I have been growing the same moss population for over 2 years. Image is of one that was growing on regular commercial planting mix. Just don't ask me what it is. Haven't had time to find out!!


----------



## Lance Birk (Jan 3, 2007)

Silence, thanks for the update.

For other posters who have responded here, it seems my point was missed, so I'll try again.

Live Sphagnum moss (bog moss) is Magic. If you have a sickly plant, potting it in live Sphagnum moss will bring about a remarkable recovery. It should be the sole ingredient. This is not the moss that grows on tops of media, and this moss should not be used as part of some other mix ingredient.

Live Sphagnum needs to be potted firmly, in WHITE plastic pots, and watered only with distilled water and/or open-collected rainwater (not runoff-collected). Fertilizers will kill the moss as will softened water or chlorine and chloramines. 

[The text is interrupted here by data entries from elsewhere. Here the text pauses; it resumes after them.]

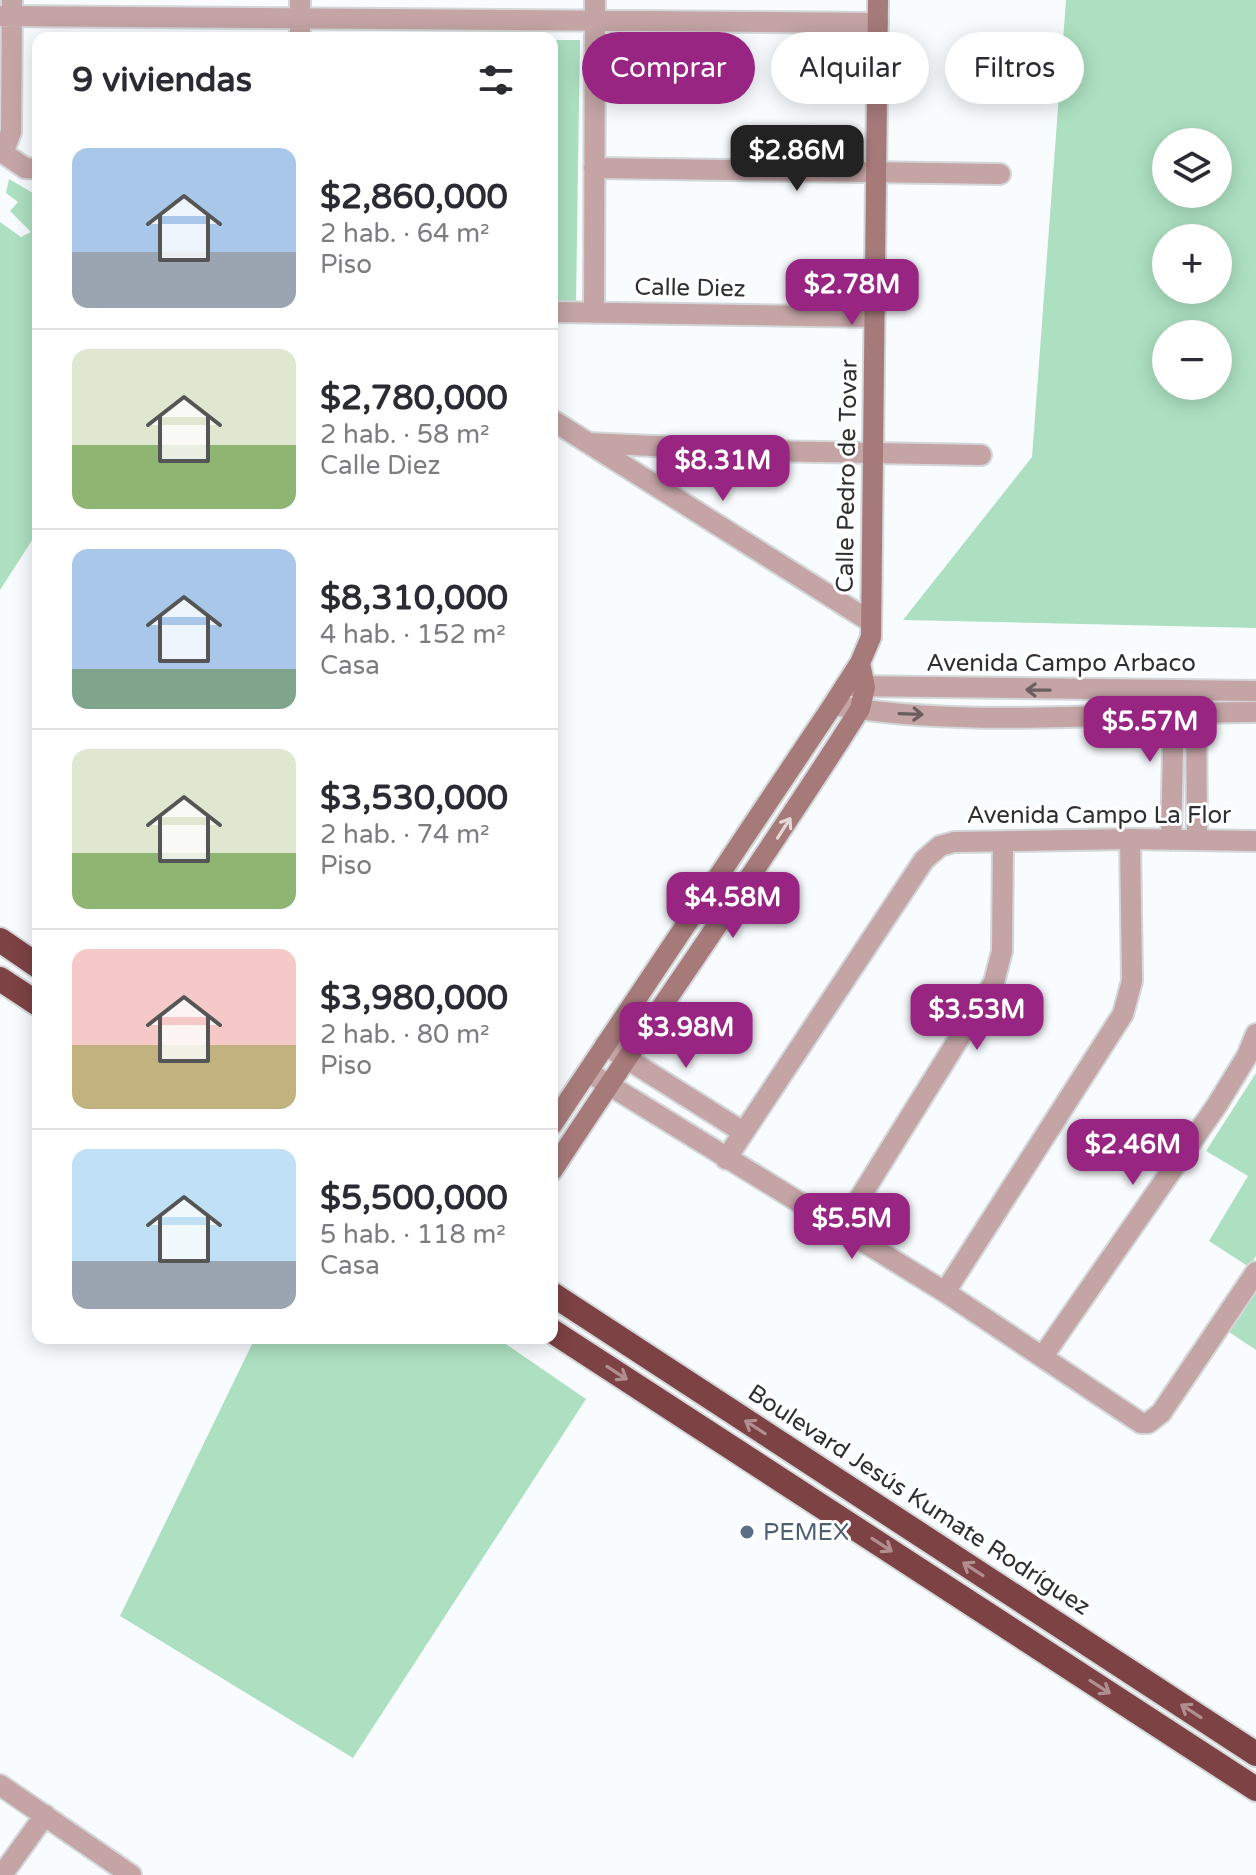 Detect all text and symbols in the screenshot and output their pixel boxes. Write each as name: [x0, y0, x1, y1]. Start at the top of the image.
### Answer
chip: Comprar: [582, 32, 755, 104]
chip: Alquilar: [771, 32, 929, 104]
chip: Filtros: [945, 32, 1084, 104]
icon: filters: [474, 58, 518, 102]
text: 9 viviendas: [72, 60, 252, 101]
pin: $2.86M: [732, 125, 862, 193]
map controls: [1152, 128, 1232, 400]
button: layers: [1152, 128, 1232, 208]
text: $2.86M: [749, 135, 845, 166]
text: $2,860,000: [320, 177, 508, 218]
icon: home: [136, 180, 232, 276]
text: 2 hab. · 64 m²: [320, 218, 490, 249]
button: +: [1152, 224, 1232, 304]
text: Piso: [320, 249, 372, 280]
pin: $2.78M: [787, 259, 917, 327]
text: $2.78M: [804, 269, 900, 300]
street label: Calle Diez: [634, 273, 746, 303]
button: −: [1152, 320, 1232, 400]
street label: Calle Pedro de Tovar: [830, 358, 864, 593]
text: $2,780,000: [320, 378, 508, 419]
icon: home: [136, 381, 232, 477]
text: 2 hab. · 58 m²: [320, 419, 490, 450]
pin: $8.31M: [658, 435, 788, 503]
text: $8.31M: [675, 445, 771, 476]
text: Calle Diez: [320, 450, 441, 481]
text: $8,310,000: [320, 578, 508, 619]
icon: home: [136, 581, 232, 677]
text: 4 hab. · 152 m²: [320, 619, 506, 650]
street label: Avenida Campo Arbaco: [926, 649, 1196, 678]
text: Casa: [320, 650, 380, 681]
one-way arrow: [1025, 682, 1052, 698]
pin: $5.57M: [1085, 696, 1215, 764]
one-way arrow: [897, 706, 924, 721]
text: $5.57M: [1102, 706, 1198, 737]
text: $3,530,000: [320, 778, 508, 819]
icon: home: [136, 781, 232, 877]
street label: Avenida Campo La Flor: [967, 801, 1232, 830]
one-way arrow: [776, 817, 792, 840]
text: 2 hab. · 74 m²: [320, 819, 490, 850]
text: Piso: [320, 850, 372, 881]
pin: $4.58M: [668, 872, 798, 940]
text: $4.58M: [685, 882, 781, 913]
text: $3,980,000: [320, 978, 508, 1019]
icon: home: [136, 981, 232, 1077]
pin: $3.53M: [912, 984, 1042, 1052]
text: $3.53M: [929, 994, 1025, 1025]
pin: $3.98M: [621, 1002, 751, 1070]
text: $3.98M: [638, 1012, 734, 1043]
text: 2 hab. · 80 m²: [320, 1019, 490, 1050]
text: Piso: [320, 1050, 372, 1081]
pin: $2.46M: [1068, 1119, 1198, 1187]
text: $2.46M: [1085, 1129, 1181, 1160]
text: $5,500,000: [320, 1178, 508, 1219]
icon: home: [136, 1181, 232, 1277]
pin: $5.5M: [796, 1193, 908, 1261]
text: $5.5M: [812, 1203, 892, 1234]
text: 5 hab. · 118 m²: [320, 1219, 506, 1250]
text: Casa: [320, 1250, 380, 1281]
one-way arrow: [606, 1365, 628, 1382]
street label: Boulevard Jesús Kumate Rodríguez: [742, 1378, 1096, 1622]
one-way arrow: [745, 1418, 767, 1435]
place label: PEMEX: [763, 1518, 849, 1547]
marker: PEMEX: [738, 1523, 756, 1541]
one-way arrow: [871, 1537, 893, 1554]
one-way arrow: [962, 1561, 985, 1577]
one-way arrow: [1089, 1679, 1111, 1696]
one-way arrow: [1180, 1703, 1202, 1720]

If I had any phrags, I'd pot them in this live moss only.

Lance Birk


----------



## NYEric (Jan 3, 2007)

Umm, Lance what were those I bought from you?


----------



## NYEric (Jan 3, 2007)

Must be a different Lance.


----------



## Heather (Jan 3, 2007)

NYEric said:


> Must be a different Lance.



Most definitely....


----------



## Persephone (Jan 3, 2007)

Lance Birk said:


> Silence, thanks for the update.
> 
> Live Sphagnum moss (bog moss) is Magic. If you have a sickly plant, potting it in live Sphagnum moss will bring about a remarkable recovery. It should be the sole ingredient. This is not the moss that grows on tops of media, and this moss should not be used as part of some other mix ingredient.
> 
> ...



Why only _*white*_ plastic? If fertilizers will kill the moss, how does one use any fertilizer for the orchid, or are you saying that no fertilizer should be used at all. If no fertilizer is used at all, and you're using distilled water, from where does the orchid get any nutrients? Sorry if my questions seem silly, but I'm quite new at all this.


----------



## gonewild (Jan 3, 2007)

Different Lance here....

I don't know much about moss but Belinda is growing some pretty nice moss in our seedlings. This is a paph compot planted in NZ sphagnum from a bale. It was potted up about 5 months ago. The moss is growing quite well now and gets a fertilizer solution several times daily intended for the paph seedlings. 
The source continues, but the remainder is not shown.